In recent years, avian influenza outbreaks have occurred worldwide and affect humans to cause severe disease conditions, thereby attracting much attention. In particular, the spread of avian influenza in the poultry industry causes devastating economic losses. Accordingly, there is an urgent need to develop a vaccine to protect birds against avian influenza.
The avian influenza virus is an RNA virus belonging to the family Orthomyxoviridae, of which the genome is split to 8 RNA segments and easily modified by recombination. The influenza virus is characterized by having multiple serotypes, and no cross protection occurs between different serotypes. Currently, the virus is largely classified into three types (A, B, and C) according to antigenic differences in the nucleoprotein and the matrix protein, and all of the animal influenza viruses belong to type A.
The influenza virus type A has two proteins, hemagglutinin (HA) and neuraminidase (NA) on its surface. Hemagglutinin (HA) has a binding site with sialic acid that is present in host bronchial epithelial cells, and enters the nucleus via receptors to produce new influenza virus particles. Neuraminidase (NA) cleaves the linkage between sialic acid and viral HA to destroy the receptors, resulting in preventing the accumulation of newly produced viral particles on the infected cell membrane.

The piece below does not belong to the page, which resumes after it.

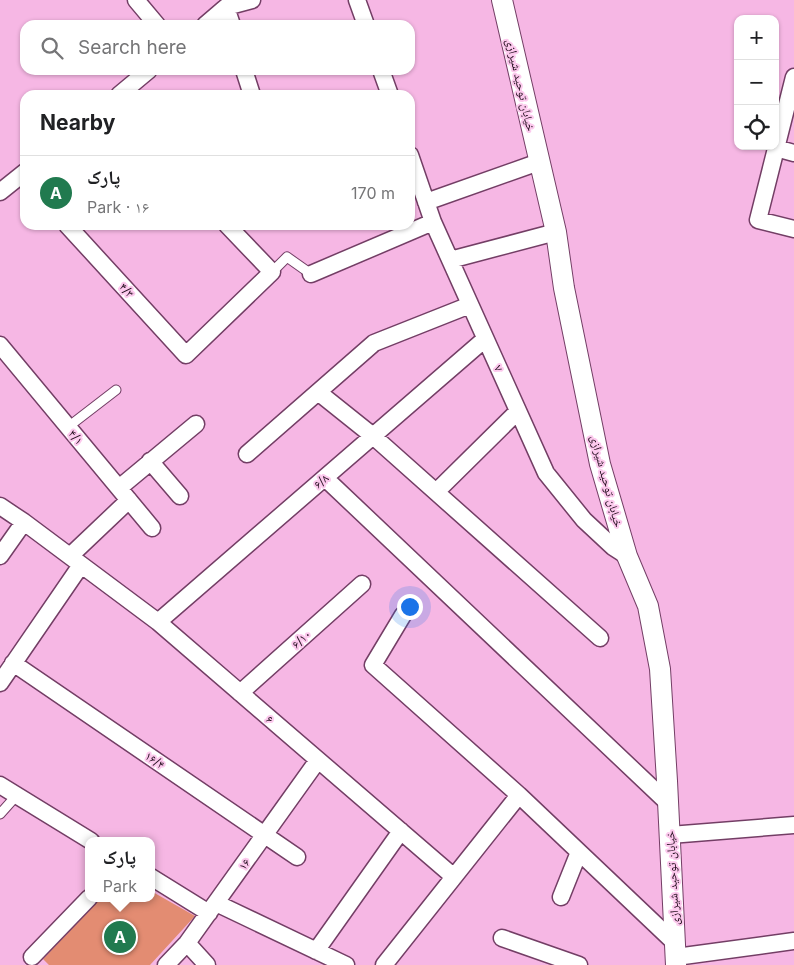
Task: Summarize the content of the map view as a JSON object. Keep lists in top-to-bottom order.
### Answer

Hemagglutinin (HA) is classified into 16 HA subtypes (H1˜H16), and neuraminidase (NA) into 9 NA subtypes (N1˜N9) according to the antigenic properties, which potentially allows 144 various combinations of the influenza virus type A. Among them, the subtypes H5 and H7 are known to be pathogenic to birds, and the subtypes H1, H2, and H3 are known to cause influenza in humans. It has been known that avian influenza virus does not infect any animal, other than avian and swine species. However, an H5N1 avian influenza virus was isolated from patients in Hong Kong in 1997, which confirmed the possibility of human infection by the avian influenza virus. The human infection is thought to be caused by highly pathogenic viruses, which are generated by genetic mutation of avian influenza virus and human influenza virus, when they simultaneously infect human. These highly pathogenic viruses may transmit from person to person, and the risk of pandemic is increasing. Therefore, there is a need for developing a safe vaccine for birds, which is a host for avian influenza virus.
However, the avian influenza virus has a variety of serotypes, and there is little cross-immunity among the subtypes. Thus, it is hard to prevent the infection by other serotypes. Further, since the avian influenza viruses are highly apt to undergo mutation, there is no effective vaccine for preventing the avian influenza. Currently, the most effective prevention method is washing with antiseptic agents, and parenteral vaccination with inactivated influenza virus vaccine or a recombinant fowl pox virus vaccine. However, such methods can be performed, even after being infected with avian influenza and examination of the subtype of virus. Further, these vaccines may reduce the amount of virus in feces from infected poultry, but hardly prevent the spread of the disease and also incur high cost.
As alternatives, oral vaccine and edible vaccine that are directly applied to mucous membranes are suggested, and many studies have been conducted thereon, for example, oral administration of avian influenza virus itself (John M. Crowford et al., Avian disease, (1998), 42(3):486-96)) and oral spray immunization with influenza virus. However, for the preparation of these vaccines, attenuated virus or viral proteins expressed in bacteria are used, which are different from those expressed in mammals.
Meanwhile, a plant has a eukaryotic protein synthesis pathway, in which post-translational modifications being essential for mammals occur (Cabanes-Macheteau et al., Glycobiology 9.365-372 (1999)). Thus, plants are able to produce proteins similar to those expressed in mammals. For that reason, much of the focus has been placed on the production of desired proteins using transgenic plants.
The present inventors have expressed an HA or NA protein specific to avian influenza virus in transgenic plants using their properties, and established the condition for mass-production to develop an avian influenza vaccine of plant origin, which is a safe and economical mucosal vaccine, thereby completing the present invention.